▸ **Task goal**:
Once every line in the data below has been checked for "Rauer", give the number of lines that hold it, and only that.
Segment Open
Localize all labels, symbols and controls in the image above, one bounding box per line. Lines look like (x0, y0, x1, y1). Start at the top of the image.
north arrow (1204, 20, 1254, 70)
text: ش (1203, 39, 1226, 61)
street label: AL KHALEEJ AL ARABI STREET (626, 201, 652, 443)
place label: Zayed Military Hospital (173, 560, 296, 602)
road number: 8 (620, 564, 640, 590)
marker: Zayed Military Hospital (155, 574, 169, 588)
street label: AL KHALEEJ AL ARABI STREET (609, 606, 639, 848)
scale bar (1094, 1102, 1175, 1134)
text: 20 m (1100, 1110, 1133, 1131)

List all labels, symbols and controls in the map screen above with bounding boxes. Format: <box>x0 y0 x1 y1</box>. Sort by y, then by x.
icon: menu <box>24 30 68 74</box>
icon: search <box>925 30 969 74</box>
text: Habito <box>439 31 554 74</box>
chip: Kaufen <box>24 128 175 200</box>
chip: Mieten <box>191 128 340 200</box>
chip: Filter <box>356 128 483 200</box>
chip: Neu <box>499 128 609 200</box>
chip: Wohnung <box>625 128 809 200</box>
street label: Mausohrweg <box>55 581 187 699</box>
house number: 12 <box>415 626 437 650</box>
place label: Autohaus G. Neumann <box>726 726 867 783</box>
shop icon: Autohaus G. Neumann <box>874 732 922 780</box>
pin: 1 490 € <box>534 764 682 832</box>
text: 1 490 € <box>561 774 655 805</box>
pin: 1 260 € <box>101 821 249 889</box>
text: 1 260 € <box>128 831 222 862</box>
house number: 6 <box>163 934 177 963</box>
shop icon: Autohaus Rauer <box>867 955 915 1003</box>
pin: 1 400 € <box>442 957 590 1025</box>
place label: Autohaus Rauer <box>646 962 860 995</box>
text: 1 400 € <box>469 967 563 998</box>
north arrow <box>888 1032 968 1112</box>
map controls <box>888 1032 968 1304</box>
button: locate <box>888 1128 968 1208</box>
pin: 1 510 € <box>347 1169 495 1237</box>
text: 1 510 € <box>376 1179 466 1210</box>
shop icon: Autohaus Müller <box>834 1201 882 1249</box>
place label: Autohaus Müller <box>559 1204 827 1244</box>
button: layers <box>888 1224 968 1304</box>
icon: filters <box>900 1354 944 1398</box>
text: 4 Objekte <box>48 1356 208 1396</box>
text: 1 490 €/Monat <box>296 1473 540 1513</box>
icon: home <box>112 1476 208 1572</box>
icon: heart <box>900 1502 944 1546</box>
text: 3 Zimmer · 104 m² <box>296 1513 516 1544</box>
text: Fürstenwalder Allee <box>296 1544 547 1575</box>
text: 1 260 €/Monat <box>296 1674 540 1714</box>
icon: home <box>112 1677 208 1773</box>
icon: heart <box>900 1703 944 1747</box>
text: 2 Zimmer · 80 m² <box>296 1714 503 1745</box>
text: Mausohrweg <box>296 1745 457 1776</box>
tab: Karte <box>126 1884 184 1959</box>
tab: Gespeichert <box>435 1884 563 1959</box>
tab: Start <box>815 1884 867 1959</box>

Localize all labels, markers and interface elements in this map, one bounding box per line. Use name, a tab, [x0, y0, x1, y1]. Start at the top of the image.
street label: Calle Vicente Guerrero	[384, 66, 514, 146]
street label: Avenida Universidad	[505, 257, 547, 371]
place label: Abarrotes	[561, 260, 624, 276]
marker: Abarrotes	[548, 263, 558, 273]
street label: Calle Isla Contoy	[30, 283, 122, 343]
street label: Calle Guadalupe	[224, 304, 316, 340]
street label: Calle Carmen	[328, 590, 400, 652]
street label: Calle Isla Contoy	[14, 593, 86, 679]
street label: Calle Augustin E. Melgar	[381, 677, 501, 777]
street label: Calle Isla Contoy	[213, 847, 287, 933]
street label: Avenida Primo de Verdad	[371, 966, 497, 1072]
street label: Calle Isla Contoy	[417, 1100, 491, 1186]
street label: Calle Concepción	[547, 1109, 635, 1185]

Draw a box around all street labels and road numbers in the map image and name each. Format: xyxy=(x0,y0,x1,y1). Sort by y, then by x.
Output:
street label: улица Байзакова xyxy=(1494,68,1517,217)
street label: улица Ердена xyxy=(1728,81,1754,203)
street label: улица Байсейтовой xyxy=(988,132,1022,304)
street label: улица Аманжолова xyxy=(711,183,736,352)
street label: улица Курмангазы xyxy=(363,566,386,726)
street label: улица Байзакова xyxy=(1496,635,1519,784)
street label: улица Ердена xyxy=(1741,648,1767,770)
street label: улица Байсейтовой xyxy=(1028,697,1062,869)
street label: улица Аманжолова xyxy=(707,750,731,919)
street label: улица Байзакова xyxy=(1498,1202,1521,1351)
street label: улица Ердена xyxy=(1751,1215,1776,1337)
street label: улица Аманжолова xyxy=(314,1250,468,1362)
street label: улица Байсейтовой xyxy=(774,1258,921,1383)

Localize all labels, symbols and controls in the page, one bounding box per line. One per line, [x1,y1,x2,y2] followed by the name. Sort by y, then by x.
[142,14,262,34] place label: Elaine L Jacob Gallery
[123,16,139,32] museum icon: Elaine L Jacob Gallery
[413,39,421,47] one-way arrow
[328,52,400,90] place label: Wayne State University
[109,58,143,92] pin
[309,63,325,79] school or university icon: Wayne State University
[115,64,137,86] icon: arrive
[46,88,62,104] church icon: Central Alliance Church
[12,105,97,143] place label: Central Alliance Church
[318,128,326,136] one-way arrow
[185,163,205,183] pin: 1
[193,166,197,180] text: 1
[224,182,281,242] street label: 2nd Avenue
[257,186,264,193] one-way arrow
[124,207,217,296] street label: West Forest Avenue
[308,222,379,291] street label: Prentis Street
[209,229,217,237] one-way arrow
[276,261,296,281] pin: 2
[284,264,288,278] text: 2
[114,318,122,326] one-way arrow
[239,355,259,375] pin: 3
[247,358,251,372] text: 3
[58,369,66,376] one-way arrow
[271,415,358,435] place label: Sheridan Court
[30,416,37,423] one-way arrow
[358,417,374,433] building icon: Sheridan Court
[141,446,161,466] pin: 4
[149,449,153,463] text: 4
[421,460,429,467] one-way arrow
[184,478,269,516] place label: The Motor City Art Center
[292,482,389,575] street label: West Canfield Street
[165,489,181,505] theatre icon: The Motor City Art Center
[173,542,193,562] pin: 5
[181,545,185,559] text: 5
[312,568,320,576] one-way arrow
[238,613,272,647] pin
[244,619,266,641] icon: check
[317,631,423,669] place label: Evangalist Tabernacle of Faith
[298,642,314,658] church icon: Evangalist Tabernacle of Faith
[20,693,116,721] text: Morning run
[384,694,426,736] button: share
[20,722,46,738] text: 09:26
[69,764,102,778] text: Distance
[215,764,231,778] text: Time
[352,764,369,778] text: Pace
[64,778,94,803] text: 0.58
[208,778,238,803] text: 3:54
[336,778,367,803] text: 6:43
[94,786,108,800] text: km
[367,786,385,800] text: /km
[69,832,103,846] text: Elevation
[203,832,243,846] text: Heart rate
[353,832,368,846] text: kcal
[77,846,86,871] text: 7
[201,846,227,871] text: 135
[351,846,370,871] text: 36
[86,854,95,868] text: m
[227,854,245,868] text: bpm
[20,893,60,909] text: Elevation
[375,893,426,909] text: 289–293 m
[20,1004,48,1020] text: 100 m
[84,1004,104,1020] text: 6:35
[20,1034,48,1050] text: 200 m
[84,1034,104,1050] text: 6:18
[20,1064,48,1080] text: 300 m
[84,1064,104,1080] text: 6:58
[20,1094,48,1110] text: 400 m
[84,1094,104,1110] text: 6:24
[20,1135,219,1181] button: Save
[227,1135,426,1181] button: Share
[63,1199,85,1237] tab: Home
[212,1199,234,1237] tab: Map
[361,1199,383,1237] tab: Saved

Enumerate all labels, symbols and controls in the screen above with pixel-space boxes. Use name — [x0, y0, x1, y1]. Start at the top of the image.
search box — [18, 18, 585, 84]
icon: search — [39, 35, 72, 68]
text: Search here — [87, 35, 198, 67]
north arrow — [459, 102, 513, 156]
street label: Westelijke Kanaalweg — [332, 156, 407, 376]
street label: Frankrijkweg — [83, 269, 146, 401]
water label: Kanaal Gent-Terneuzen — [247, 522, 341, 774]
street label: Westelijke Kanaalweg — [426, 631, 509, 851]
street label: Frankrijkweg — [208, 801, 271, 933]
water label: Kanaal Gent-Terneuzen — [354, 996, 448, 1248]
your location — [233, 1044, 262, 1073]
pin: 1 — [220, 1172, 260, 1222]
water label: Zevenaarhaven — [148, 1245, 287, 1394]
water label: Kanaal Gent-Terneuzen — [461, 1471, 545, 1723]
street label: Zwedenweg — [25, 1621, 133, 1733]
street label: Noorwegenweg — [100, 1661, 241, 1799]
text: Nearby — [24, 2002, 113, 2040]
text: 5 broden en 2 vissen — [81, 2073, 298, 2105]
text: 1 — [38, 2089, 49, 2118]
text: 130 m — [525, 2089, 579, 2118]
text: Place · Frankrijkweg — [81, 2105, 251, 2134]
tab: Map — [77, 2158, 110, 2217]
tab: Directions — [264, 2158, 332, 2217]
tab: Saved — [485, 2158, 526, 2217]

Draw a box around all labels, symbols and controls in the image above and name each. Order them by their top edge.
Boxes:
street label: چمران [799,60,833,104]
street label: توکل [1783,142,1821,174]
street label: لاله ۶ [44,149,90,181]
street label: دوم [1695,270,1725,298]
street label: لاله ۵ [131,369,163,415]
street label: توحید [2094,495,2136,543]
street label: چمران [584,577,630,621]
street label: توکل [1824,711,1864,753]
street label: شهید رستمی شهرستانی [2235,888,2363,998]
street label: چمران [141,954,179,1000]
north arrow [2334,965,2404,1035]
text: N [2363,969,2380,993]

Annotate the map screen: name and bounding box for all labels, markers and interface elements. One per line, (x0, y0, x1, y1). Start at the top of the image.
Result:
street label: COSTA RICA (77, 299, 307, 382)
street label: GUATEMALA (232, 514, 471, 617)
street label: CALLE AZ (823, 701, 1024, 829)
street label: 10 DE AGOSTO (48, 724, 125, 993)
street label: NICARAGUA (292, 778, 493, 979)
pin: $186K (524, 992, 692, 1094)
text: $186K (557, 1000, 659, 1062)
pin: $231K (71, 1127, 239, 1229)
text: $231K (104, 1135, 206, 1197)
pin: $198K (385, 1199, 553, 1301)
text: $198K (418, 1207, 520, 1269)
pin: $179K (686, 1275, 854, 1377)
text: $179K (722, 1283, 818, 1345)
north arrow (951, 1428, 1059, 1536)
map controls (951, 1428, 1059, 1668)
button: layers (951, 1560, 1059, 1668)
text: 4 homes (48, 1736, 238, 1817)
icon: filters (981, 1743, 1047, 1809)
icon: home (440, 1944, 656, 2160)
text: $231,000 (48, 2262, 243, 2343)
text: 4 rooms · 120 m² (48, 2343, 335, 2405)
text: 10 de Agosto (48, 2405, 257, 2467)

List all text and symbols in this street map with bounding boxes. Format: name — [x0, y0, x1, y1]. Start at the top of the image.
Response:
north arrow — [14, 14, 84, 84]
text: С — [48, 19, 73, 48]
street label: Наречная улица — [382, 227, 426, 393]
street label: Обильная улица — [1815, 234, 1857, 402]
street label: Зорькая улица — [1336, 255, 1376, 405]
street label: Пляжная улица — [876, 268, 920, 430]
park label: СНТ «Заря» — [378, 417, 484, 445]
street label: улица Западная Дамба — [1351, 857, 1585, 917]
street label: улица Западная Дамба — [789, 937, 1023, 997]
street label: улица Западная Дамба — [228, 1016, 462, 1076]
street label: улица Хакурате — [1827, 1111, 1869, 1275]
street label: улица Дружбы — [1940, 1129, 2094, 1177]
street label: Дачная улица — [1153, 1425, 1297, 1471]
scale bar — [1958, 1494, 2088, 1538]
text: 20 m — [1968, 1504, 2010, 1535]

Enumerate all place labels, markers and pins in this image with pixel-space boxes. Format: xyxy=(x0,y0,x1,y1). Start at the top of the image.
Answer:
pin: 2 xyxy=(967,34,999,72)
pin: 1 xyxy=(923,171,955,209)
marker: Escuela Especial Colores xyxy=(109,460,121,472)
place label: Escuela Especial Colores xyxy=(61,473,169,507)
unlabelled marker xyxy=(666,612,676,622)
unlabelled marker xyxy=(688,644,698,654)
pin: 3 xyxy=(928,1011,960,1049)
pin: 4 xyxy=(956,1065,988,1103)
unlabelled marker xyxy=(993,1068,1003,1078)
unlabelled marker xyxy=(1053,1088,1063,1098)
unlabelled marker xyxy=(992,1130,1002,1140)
Segment Closed
▸ **Answer**:
2